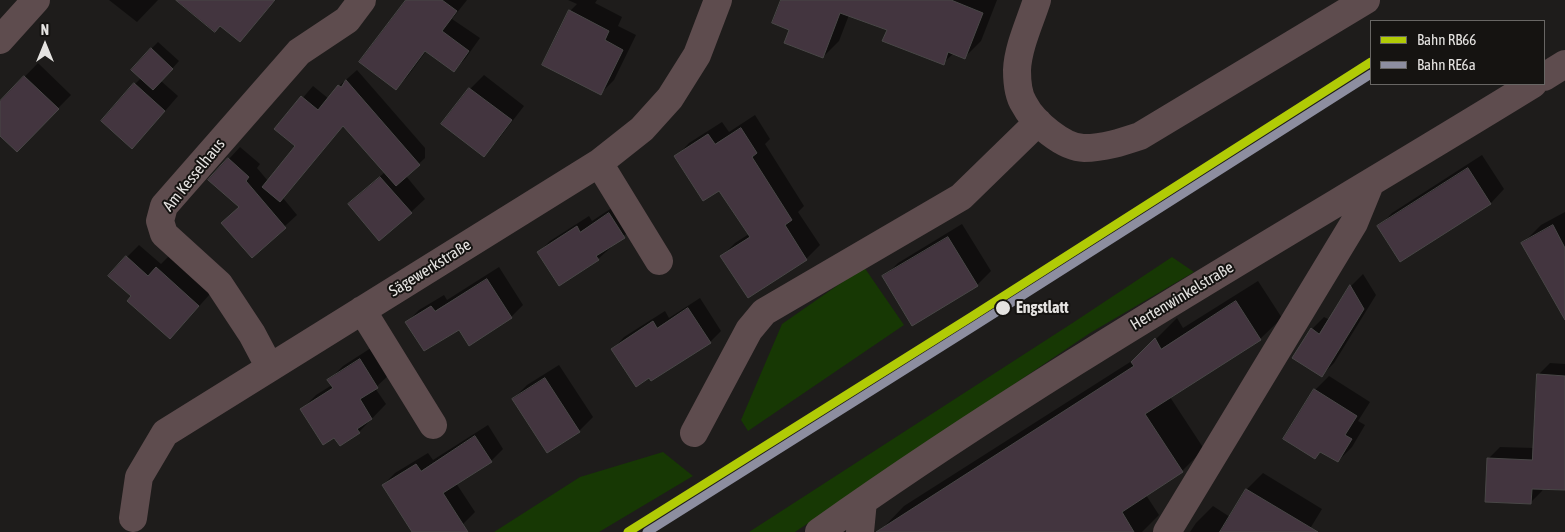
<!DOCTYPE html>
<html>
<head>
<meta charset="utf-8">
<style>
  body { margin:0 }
  #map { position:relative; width:1565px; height:532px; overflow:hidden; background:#1e1c1b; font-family:"Asap Condensed",sans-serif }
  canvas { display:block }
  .legend { position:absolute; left:1370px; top:20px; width:175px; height:65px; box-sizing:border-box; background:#151311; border:1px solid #686664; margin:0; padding:6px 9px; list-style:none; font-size:15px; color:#e5e3e1 }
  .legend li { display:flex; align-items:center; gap:10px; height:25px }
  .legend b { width:25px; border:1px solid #686664 }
  .north { position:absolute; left:20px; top:20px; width:50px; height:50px; -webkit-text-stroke:4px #151311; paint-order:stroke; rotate:0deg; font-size:14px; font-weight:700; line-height:20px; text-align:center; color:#e5e3e1 }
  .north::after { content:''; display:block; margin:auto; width:18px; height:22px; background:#e5e3e1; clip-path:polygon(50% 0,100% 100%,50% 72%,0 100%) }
</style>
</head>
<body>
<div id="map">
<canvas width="1565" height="532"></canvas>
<ul class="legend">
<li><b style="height:6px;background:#b1cb06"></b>Bahn RB66</li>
<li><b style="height:6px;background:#8d8ea0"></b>Bahn RE6a</li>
</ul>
<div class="north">N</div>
</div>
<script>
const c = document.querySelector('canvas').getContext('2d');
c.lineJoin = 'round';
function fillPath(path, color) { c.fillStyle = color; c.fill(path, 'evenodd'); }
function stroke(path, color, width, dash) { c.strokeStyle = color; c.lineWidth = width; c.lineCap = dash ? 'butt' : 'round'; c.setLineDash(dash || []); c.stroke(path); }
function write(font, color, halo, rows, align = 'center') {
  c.font = font + ' "Asap Condensed",sans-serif'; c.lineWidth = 4; c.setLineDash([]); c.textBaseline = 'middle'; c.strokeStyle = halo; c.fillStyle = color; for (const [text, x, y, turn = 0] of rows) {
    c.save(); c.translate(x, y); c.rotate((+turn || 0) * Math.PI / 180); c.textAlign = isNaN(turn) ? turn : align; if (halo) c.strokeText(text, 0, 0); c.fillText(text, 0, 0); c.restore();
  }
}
fillPath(new Path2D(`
  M 1172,257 L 1194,272 L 1090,333 L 795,532 L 749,532 L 1074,322 Z
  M 864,267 L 904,325 L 748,431 L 741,420 L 782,324 Z
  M 663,452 L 693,476 L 599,532 L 494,532 L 580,477 Z`), '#173804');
fillPath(new Path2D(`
  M 109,0 L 158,0 L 137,22 Z
  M 178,0 L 276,0 L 240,40 L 221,24 Z
  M 413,0 L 467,0 L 452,19 L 480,38 L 465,59 L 454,70 L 427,50 L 407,77 L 396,88 Z
  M 568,0 L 597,0 L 595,3 L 622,17 L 618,26 L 636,35 L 614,80 L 600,94 L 570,11 L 577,4 Z
  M 782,0 L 997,0 L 981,41 L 965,57 L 954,53 L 943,63 L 888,29 L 849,15 L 839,41 L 823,57 L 791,29 Z
  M 158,42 L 179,61 L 161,81 L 178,96 L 146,133 L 135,84 L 141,78 L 151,49 Z
  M 38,63 L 71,95 L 17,150 L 0,134 L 0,102 Z
  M 357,70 L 425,148 L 425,158 L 406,176 L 425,199 L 411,212 L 349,204 L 385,172 L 344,125 L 283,198 L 297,215 L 252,256 L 229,159 L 240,147 L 260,164 L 257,168 L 268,181 L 297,146 L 276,129 L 313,86 L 329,99 L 339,86 Z
  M 484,75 L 524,106 L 497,141 L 484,155 L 470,89 Z
  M 755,115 L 770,139 L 765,144 L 804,206 L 798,212 L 820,245 L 806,259 L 748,296 L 722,256 L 735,243 L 749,234 L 720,189 L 676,157 L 689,143 L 722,122 L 729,132 Z
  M 1482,155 L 1504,189 L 1491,203 L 1400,261 L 1379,227 L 1392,213 Z
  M 621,202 L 636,225 L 598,259 L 538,253 L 550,241 L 589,216 L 592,221 Z
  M 1565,212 L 1565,318 L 1523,243 L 1541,225 Z
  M 962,224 L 991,271 L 977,285 L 912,325 L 884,277 L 898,263 Z
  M 139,245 L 161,264 L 169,256 L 211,293 L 182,325 L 132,296 L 127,257 Z
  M 499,267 L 523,305 L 511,317 L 459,329 L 407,322 L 419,310 L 444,295 L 447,300 Z
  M 1363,274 L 1376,295 L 1334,363 L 1322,375 L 1312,329 L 1324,317 L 1330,320 L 1351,286 Z
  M 1258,281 L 1282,318 L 1260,339 L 1170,397 L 1204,449 L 1182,471 L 1146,495 L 1159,515 L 1142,532 L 886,532 L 883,528 L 904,506 L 1138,357 L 1177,318 L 1183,328 Z
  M 700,298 L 721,331 L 710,342 L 650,377 L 613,349 L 624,337 L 665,311 L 669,318 Z
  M 374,346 L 391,373 L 375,388 L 386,404 L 359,432 L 334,436 L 302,409 L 316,395 L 332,385 L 329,380 L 343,366 Z
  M 1550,363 L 1565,364 L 1565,489 L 1543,488 L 1542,491 L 1531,502 L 1488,459 L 1500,447 L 1534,448 L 1538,375 Z
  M 559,365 L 593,417 L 579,431 L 513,399 L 527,385 Z
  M 1329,376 L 1370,402 L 1358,421 L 1365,425 L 1352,447 L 1338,461 L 1321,451 L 1315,457 L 1315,390 Z
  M 488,425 L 503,449 L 491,461 L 456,483 L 475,512 L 463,524 L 450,532 L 413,532 L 383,485 L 395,473 L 428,453 L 433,460 Z
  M 1263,473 L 1322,509 L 1308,532 L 1190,532 L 1196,523 L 1213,506 L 1230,517 L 1247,489 Z`), '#0007');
const building = new Path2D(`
  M 176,0 L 275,0 L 240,42 L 220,26 L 215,32 Z
  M 406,0 L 442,0 L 457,11 L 442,31 L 469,51 L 454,72 L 425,51 L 396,90 L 359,62 Z
  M 781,0 L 951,0 L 983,13 L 965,59 L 948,52 L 944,65 L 882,41 L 887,30 L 840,13 L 823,58 L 784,43 L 789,30 L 772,23 Z
  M 569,10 L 609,31 L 605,40 L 623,50 L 601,95 L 542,65 Z
  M 151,48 L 173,69 L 153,90 L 131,70 Z
  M 24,76 L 59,109 L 17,152 L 0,136 L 0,101 Z
  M 346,80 L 420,165 L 396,186 L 343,126 L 280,202 L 262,187 L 295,146 L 274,129 L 301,96 L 318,110 L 338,85 L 341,87 Z
  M 134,83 L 165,111 L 132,149 L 101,121 Z
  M 469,88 L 512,120 L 484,157 L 441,124 Z
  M 741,128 L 757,153 L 752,157 L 792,220 L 785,225 L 807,260 L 748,298 L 720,256 L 750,237 L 719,191 L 703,201 L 674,156 L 708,134 L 715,144 Z
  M 228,158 L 249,177 L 246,181 L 286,228 L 252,258 L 221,223 L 239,207 L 208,180 Z
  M 1468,168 L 1491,204 L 1400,262 L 1377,226 Z
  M 380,177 L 412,213 L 379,241 L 348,204 Z
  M 609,213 L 625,238 L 596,256 L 599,260 L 559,286 L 537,252 L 577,226 L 580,232 Z
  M 1553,225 L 1565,248 L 1565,320 L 1521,243 Z
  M 948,237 L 978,286 L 912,326 L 882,276 Z
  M 126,256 L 148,276 L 156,267 L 199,306 L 170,339 L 127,301 L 131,296 L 108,276 Z
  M 487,279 L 512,318 L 469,346 L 459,330 L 424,351 L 405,322 L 431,306 L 435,311 Z
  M 1350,285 L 1364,309 L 1322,377 L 1292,358 L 1311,328 L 1319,334 Z
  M 1236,301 L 1261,340 L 1145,414 L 1183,472 L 1122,512 L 1134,532 L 876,532 L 1134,366 L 1131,362 L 1155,338 L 1161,349 Z
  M 688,308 L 711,343 L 651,381 L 649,378 L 636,387 L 611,349 L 653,321 L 657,328 Z
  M 360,359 L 378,388 L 360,399 L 372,419 L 357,429 L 360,433 L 340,446 L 334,438 L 323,445 L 300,409 L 333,388 L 327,380 Z
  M 1537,374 L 1565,376 L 1565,490 L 1532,489 L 1531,504 L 1485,502 L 1487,458 L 1532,460 Z
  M 545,378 L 580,432 L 547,453 L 512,399 Z
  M 1314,389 L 1357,416 L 1345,435 L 1352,439 L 1338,462 L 1320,452 L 1315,459 L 1283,439 Z
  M 475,436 L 492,462 L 443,493 L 468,532 L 412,532 L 382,485 L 416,464 L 421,471 Z
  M 1246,489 L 1318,532 L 1220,532 Z`);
fillPath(building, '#43353f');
stroke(building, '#494747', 1);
stroke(new Path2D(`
  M 1037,0 C 1030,22 1018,47 1017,70 C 1017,81 1018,95 1024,104 C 1033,122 1064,148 1084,148 C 1104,148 1122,142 1140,136 L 1366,0
  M 0,40 L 36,0
  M 1544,77 L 1565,64
  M 599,163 L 659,261
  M 362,310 L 433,425
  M 270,368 L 252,334 L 219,284 L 164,234 L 160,221 L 164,206 L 299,52 L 347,20 L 362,0
  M 694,433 L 749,330 L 764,312 L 961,197 L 1038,122
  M 133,518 L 139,477 L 165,433 L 599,163 L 642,129 L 670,98 L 697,55 L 718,0
  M 819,532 C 1048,369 1294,231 1533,84
  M 860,532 L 863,501
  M 1167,532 L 1354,223 L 1370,184`), '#5e4c4e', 28);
stroke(new Path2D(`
  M 628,532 L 971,317 L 1371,62`), '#b1cb06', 9);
stroke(new Path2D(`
  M 647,532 L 976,325 L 1371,74`), '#8d8ea0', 9);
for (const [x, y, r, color] of [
  [1003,308,8,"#e5e3e1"]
]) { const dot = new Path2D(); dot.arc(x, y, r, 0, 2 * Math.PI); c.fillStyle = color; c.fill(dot); stroke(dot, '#151311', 2); }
write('16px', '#e5e3e1', '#151311', [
  ["Am Kesselhaus",194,175,-51],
  ["Sägewerkstraße",430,268,-32],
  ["Hertenwinkelstraße",1182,296,-31]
]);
write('bold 16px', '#e5e3e1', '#151311', [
  ["Engstlatt",1016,308]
], 'left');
</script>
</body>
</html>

# [ACTIVITY]
Looking at the records above, in how many lines does the word "function" occur? Reply with the number alone.

# [EXPECTED ANSWER]
3